Não será permitido à criança empregar-se antes da idade mínima conveniente; de nenhuma forma será levada a ou ser-lhe-á permitido empenhar-se em qualquer ocupação ou emprego que lhe prejudique a saúde ou a educação ou que interfira em seu desenvolvimento físico, mental ou moral.
Princípio 10 – A criança gozará proteção contra atos que possam suscitar discriminação racial, religiosa ou de qualquer outra natureza. Criar-se-á num ambiente de compreensão, de tolerância, de amizade entre os povos, de paz e de fraternidade universal e em plena consciência que seu esforço e aptidão devem ser postos a serviço de seus semelhantes.
Em resumo, a Declaração Universal dos Direitos da Criança, recorda a todas as sociedades que o princípio básico para se garantir uma sociedade justa, humanizada e respeitada, se dá a partir da forma que ela (a sociedade, que somos todo/as nós) trata suas crianças. Portanto, toda e qualquer forma de violência contra crianças é crime covarde que deve ser identificado, denunciado e punido. Para isso, precisa da atenção permanente de toda a sociedade numa atitude consciente de “guarda” e proteção, como os “anjos da guarda das crianças” em plantão ininterrupto. Nenhuma forma de violência contra a criança se justifica e nem pode ser tolerada. A denúncia imediata é uma forma de posicionamento consciente em defesa da criança e da sociedade.
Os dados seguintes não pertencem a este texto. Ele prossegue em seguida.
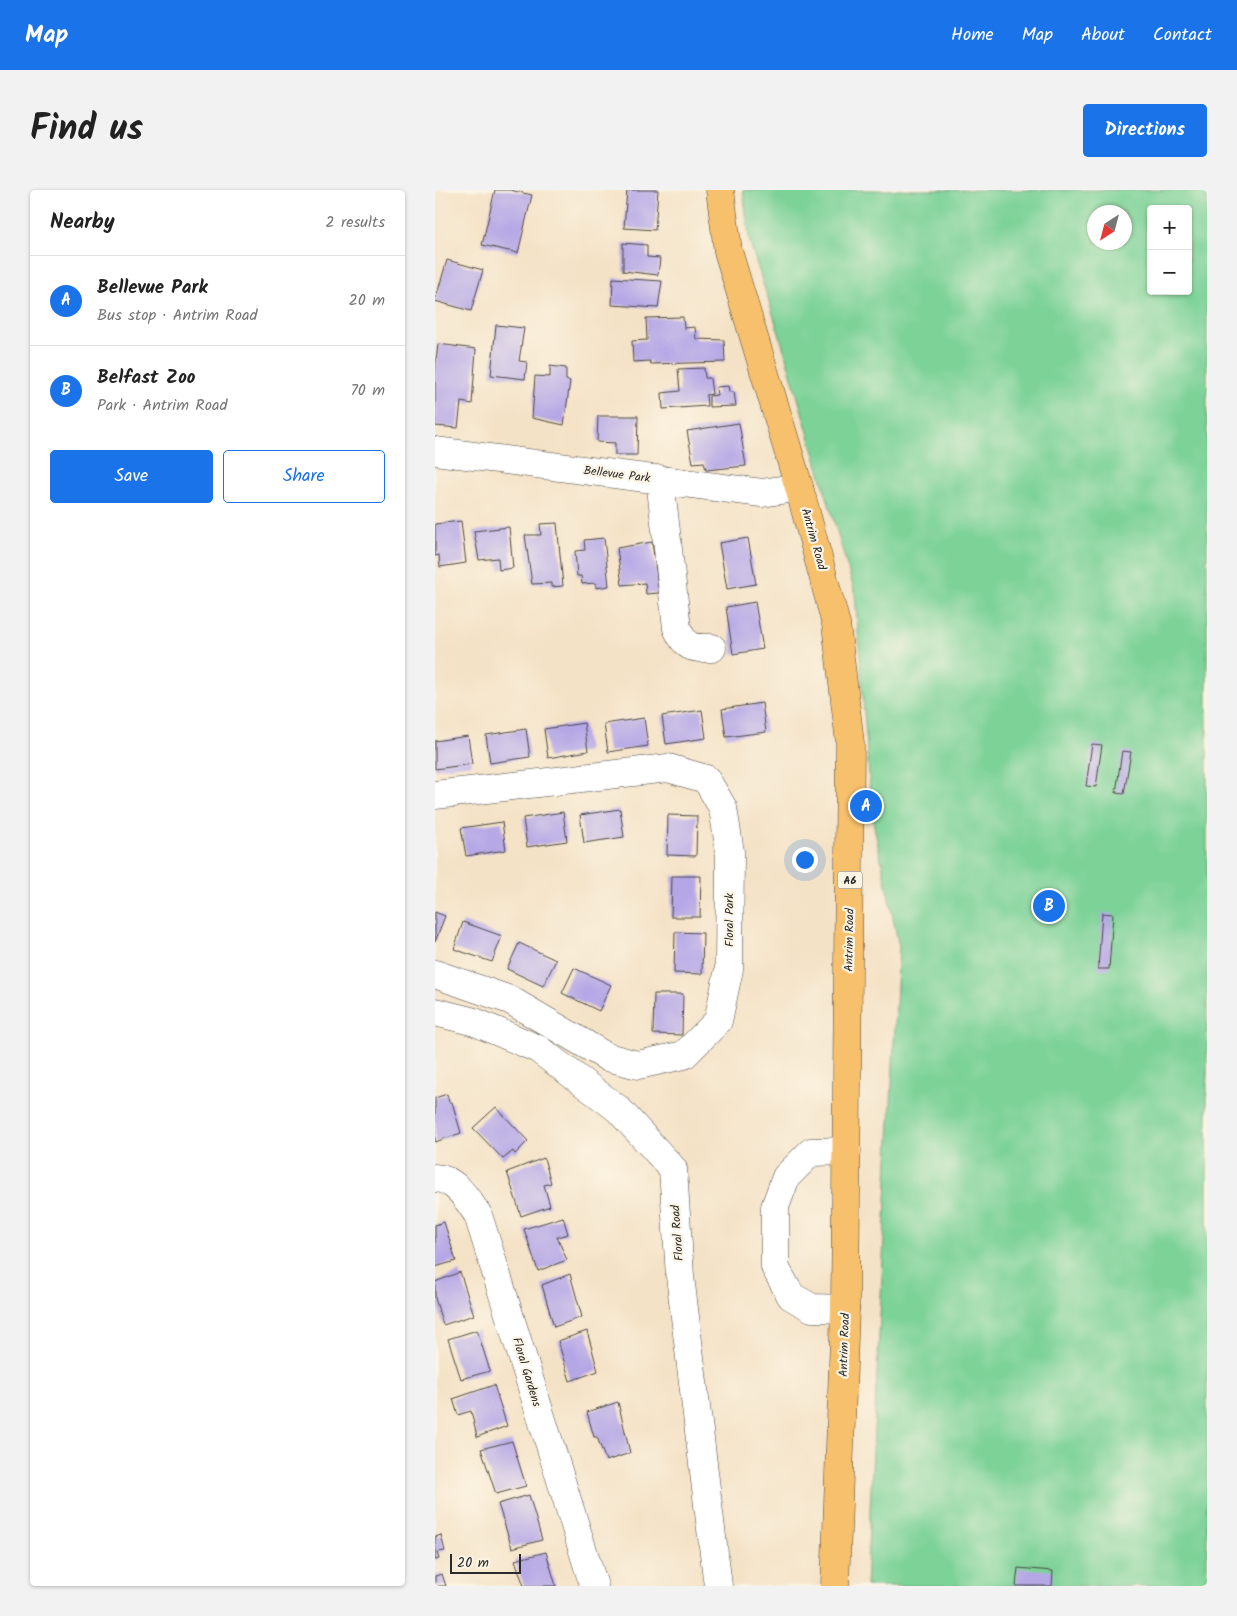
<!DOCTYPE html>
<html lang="en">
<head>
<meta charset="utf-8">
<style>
  body { margin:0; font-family:Kalam,sans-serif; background:#f2f2f2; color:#222 }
  .controls { position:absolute; right:15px; top:15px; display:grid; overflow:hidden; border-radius:5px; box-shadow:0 1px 4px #0004 }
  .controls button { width:45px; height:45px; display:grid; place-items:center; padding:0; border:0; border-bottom:1px solid #e0e0e0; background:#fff; color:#222; font:25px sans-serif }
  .compass { position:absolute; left:652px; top:15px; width:45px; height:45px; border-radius:50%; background:#fff; box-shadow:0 1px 4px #0004; rotate:216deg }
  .scale { position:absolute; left:15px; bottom:12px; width:71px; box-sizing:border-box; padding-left:5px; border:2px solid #2b2b2b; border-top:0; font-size:14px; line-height:18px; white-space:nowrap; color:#2b2b2b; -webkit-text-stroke:4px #fcf5e5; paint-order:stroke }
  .you { position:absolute; left:369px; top:669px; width:18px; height:18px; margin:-12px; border:4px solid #fff; border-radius:50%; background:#1a73e8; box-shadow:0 0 0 8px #1a73e833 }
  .badge { display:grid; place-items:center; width:32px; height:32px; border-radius:50%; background:#1a73e8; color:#fff; font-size:16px; font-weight:700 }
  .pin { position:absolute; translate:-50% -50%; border:2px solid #fff; box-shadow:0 1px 5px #0006 }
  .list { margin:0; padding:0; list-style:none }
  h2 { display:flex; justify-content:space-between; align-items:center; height:65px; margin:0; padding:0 20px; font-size:21px }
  h2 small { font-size:16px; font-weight:400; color:#767676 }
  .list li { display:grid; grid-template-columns:32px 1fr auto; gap:15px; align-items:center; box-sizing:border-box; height:90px; padding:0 20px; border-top:1px solid #e0e0e0 }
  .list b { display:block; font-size:19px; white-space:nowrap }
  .list p { margin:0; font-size:16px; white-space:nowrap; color:#767676 }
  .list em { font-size:16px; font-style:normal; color:#767676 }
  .actions { display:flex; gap:10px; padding:15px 20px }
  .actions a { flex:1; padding:11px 0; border:1px solid #1a73e8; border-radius:5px; text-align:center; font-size:18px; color:#1a73e8 }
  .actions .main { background:#1a73e8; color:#fff }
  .map { position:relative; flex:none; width:772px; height:1396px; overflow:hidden; border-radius:5px }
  header { display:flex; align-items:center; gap:30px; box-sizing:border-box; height:70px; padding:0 25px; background:#1a73e8; color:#fff }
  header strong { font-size:24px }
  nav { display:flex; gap:28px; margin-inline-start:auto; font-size:18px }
  .intro { display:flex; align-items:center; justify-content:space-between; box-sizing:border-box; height:120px; padding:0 30px }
  h1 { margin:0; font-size:35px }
  .button { padding:12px 22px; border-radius:5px; background:#1a73e8; color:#fff; font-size:18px; font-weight:700 }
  main { display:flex; gap:30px; padding:0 30px }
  aside { flex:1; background:#fff; border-radius:5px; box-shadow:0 1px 4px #0004 }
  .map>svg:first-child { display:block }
  .green { fill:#7bd297; stroke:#537e61; fill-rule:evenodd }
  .building { fill:#b5a7e6 }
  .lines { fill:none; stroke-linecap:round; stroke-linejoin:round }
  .minor-casing { stroke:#494642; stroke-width:29 }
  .major-casing { stroke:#494642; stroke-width:29 }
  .minor { stroke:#fff; stroke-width:28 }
  .major { stroke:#f7c06c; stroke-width:28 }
  .labels { text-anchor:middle; stroke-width:4.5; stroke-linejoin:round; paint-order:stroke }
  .shield { fill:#fcf5e5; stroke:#6a6863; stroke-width:1 }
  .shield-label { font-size:11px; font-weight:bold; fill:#2b2b2b }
  .street-label { font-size:12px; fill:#2b2b2b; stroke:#fcf5e5 }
</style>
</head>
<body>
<header>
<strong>Map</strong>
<nav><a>Home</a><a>Map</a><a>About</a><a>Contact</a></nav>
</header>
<div class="intro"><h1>Find us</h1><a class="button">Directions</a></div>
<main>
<aside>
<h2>Nearby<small>2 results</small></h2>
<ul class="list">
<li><span class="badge">A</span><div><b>Bellevue Park</b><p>Bus stop · Antrim Road</p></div><em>20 m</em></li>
<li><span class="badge">B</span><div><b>Belfast Zoo</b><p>Park · Antrim Road</p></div><em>70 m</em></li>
</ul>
<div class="actions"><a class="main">Save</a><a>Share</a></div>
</aside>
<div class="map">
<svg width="772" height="1396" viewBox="0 0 772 1396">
  <rect width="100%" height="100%" fill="#fcf5e5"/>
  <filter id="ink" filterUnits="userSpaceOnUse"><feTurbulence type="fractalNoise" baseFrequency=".02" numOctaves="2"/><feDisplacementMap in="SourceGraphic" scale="10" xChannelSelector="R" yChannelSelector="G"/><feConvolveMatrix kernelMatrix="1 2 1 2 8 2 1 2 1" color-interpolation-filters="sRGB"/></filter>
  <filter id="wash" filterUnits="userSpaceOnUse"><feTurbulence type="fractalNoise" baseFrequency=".0096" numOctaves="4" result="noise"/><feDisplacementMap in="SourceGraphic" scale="20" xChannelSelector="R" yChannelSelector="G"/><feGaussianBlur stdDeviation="1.12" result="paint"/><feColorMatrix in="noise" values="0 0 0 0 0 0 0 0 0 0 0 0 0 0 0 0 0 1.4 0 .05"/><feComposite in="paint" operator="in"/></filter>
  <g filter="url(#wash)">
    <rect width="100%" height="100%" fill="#f4e2c6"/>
    <path class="green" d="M 308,0 L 772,0 L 772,1396 L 431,1396 L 464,757 L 437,626 L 420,403 L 344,143 L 315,53 ZM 716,19 L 753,19 L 753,101 L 716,101 ZM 660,22 L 690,22 L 690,52 L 660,52 Z"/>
    <g id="blocks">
      <path class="building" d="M 60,0 L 75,0 L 97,5 L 83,63 L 47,55 Z
        M 192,0 L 223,0 L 220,40 L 189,38 Z
        M 188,53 L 212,55 L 212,67 L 225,68 L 223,85 L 188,81 Z
        M 12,70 L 48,80 L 36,121 L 0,111 Z
        M 178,88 L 227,91 L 223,118 L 177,115 Z
        M 248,127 L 249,138 L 260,137 L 261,149 L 289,150 L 290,172 L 216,174 L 215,171 L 198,172 L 197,151 L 212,150 L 211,128 Z
        M 61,135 L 89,138 L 84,171 L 92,172 L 90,189 L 56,185 Z
        M 3,154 L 41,159 L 37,214 L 26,212 L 23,238 L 0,236 L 0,180 Z
        M 115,176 L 131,178 L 131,190 L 135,191 L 129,235 L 97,228 L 100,186 L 115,187 Z
        M 269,178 L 270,188 L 275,188 L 277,204 L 271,205 L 272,216 L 228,219 L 227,203 L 245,201 L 243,179 Z
        M 293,196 L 294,202 L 299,202 L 301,216 L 274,217 L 274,206 L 282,205 L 281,197 Z
        M 163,226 L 203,226 L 202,265 L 180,265 L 180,253 L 162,252 Z
        M 304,233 L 311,276 L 271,280 L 269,272 L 258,273 L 252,241 Z
        M 26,331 L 31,373 L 5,377 L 4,365 L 0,366 L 0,334 Z
        M 122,333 L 128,396 L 116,397 L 116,393 L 97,394 L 90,345 L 106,345 L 105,334 Z
        M 74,337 L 78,378 L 64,380 L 63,368 L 44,370 L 39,341 Z
        M 169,348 L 174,396 L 161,398 L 161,393 L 147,394 L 146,386 L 142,386 L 140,361 L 150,360 L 149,350 Z
        M 313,348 L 321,394 L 292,399 L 284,353 Z
        M 217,352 L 224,403 L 211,404 L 210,393 L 187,395 L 182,358 Z
        M 320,412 L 328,459 L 298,464 L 291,417 Z
        M 327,513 L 331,542 L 291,547 L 287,519 Z
        M 267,520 L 271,548 L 231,554 L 227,526 Z
        M 209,528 L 213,556 L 173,562 L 169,534 Z
        M 149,533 L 153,561 L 113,568 L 109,539 Z
        M 91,539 L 95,567 L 55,573 L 51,545 Z
        M 33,546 L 37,574 L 0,579 L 0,551 Z
        M 657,554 L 667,555 L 661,597 L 651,596 Z
        M 687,561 L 696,562 L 689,604 L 681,603 Z
        M 185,619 L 189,647 L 149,653 L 145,625 Z
        M 128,622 L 132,651 L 92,657 L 88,628 Z
        M 233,625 L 262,626 L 261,666 L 232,665 Z
        M 67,632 L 71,660 L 31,666 L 26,638 Z
        M 237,686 L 266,686 L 265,727 L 236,727 Z
        M 0,722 L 10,726 L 0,752 Z
        M 667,723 L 678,724 L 674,779 L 663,779 Z
        M 28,732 L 67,746 L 57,772 L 19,759 Z
        M 240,742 L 268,743 L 267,784 L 239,783 Z
        M 84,753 L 121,770 L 108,796 L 72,779 Z
        M 139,778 L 176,795 L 164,821 L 127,803 Z
        M 219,804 L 248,804 L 247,845 L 218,844 Z
        M 12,904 L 14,912 L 17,912 L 26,943 L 0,952 L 0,908 Z
        M 61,917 L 93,951 L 80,964 L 78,961 L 68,969 L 38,938 Z
        M 109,968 L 116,993 L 109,995 L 115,1016 L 86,1026 L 72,982 Z
        M 128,1027 L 133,1044 L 122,1047 L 132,1070 L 103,1081 L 89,1039 Z
        M 9,1032 L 21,1071 L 0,1077 L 0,1035 Z
        M 25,1082 L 39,1125 L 8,1135 L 0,1108 L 0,1092 Z
        M 135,1084 L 147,1127 L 119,1137 L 107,1095 Z
        M 42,1140 L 55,1181 L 26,1189 L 13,1149 Z
        M 152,1141 L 163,1181 L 135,1191 L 123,1151 Z
        M 59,1195 L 72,1236 L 42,1247 L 36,1221 L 23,1225 L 18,1209 Z
        M 183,1212 L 195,1263 L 171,1271 L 162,1247 L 159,1247 L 152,1222 Z
        M 77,1251 L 91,1296 L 61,1304 L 46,1259 Z
        M 94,1305 L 107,1350 L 77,1358 L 63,1314 Z
        M 6,1345 L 10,1361 L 2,1362 L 4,1369 L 0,1370 L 0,1347 Z
        M 111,1362 L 121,1396 L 89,1396 L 80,1370 Z
        M 583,1378 L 618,1381 L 617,1396 L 581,1396 Z
        M 7,1384 L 11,1396 L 0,1396 L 0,1386 Z"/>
    </g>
  </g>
  <g filter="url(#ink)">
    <use href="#blocks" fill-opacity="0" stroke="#494642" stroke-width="1"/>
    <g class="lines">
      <defs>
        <path id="minor" d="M 0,261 L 327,303 L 364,297
          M 225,289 L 242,438 C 251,459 257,458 277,458
          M 0,605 L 233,578 L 271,589 L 288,618 L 295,662 L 294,779 L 283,831 L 249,865 L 203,875 L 172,867 L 75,810 L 0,784
          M 0,822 L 40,832 L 103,859 L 183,919 L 238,979 L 245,1086 L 283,1396
          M 0,988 C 21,989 32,1009 43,1025 L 159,1396
          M 410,1119 L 377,1118 L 356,1106 L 340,1077 L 340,1017 L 351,987 L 376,962 L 412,961"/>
        <path id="major" d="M 285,0 L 293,61 L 364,297 L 401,434 L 415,553 L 410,1119 L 400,1396"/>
      </defs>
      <use href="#minor" class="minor-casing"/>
      <use href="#major" class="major-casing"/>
      <use href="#minor" class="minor"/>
      <use href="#major" class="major"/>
    </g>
  </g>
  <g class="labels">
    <rect class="shield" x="402.5" y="681.5" width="25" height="17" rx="4"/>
    <g class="shield-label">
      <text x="415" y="694">A6</text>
    </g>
    <g class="street-label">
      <text transform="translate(182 284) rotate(7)" y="4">Bellevue Park</text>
      <text transform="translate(379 349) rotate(74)" y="4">Antrim Road</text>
      <text transform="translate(294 730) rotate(-90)" y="4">Floral Park</text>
      <text transform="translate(414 750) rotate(-89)" y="4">Antrim Road</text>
      <text transform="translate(242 1043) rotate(-94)" y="4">Floral Road</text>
      <text transform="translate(409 1155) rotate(-88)" y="4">Antrim Road</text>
      <text transform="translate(92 1182) rotate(73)" y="4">Floral Gardens</text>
    </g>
  </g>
</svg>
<div class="controls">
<button>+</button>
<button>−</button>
</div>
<svg class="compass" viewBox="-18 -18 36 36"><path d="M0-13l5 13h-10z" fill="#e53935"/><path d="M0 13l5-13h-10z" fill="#767676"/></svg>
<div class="scale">20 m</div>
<div class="you"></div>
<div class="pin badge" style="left:431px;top:616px">A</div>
<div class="pin badge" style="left:614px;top:716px">B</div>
</div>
</main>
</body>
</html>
Marcia Oliveira é doutora em Sociedade e Cultura na Amazônia (UFAM), com pós-doutorado em Sociedade e Fronteiras (UFRR); mestre em Sociedade e Cultura na Amazônia, mestre em Gênero, Identidade e Cidadania (Universidad de Huelva - Espanha); Cientista Social, Licenciada em Sociologia (UFAM); pesquisadora do Grupo de Estudos Migratórios da Amazônia (UFAM); Pesquisadora do Grupo de Estudo Interdisciplinar sobre Fronteiras: Processos Sociais e Simbólicos (UFRR); Professora da Universidade Federal de Roraima (UFRR); pesquisadora do Observatório das Migrações em Rondônia (OBMIRO/UNIR). Assessora da Rede Eclesial Pan-Amazônica - REPAM/CNBB e da Cáritas Brasileira.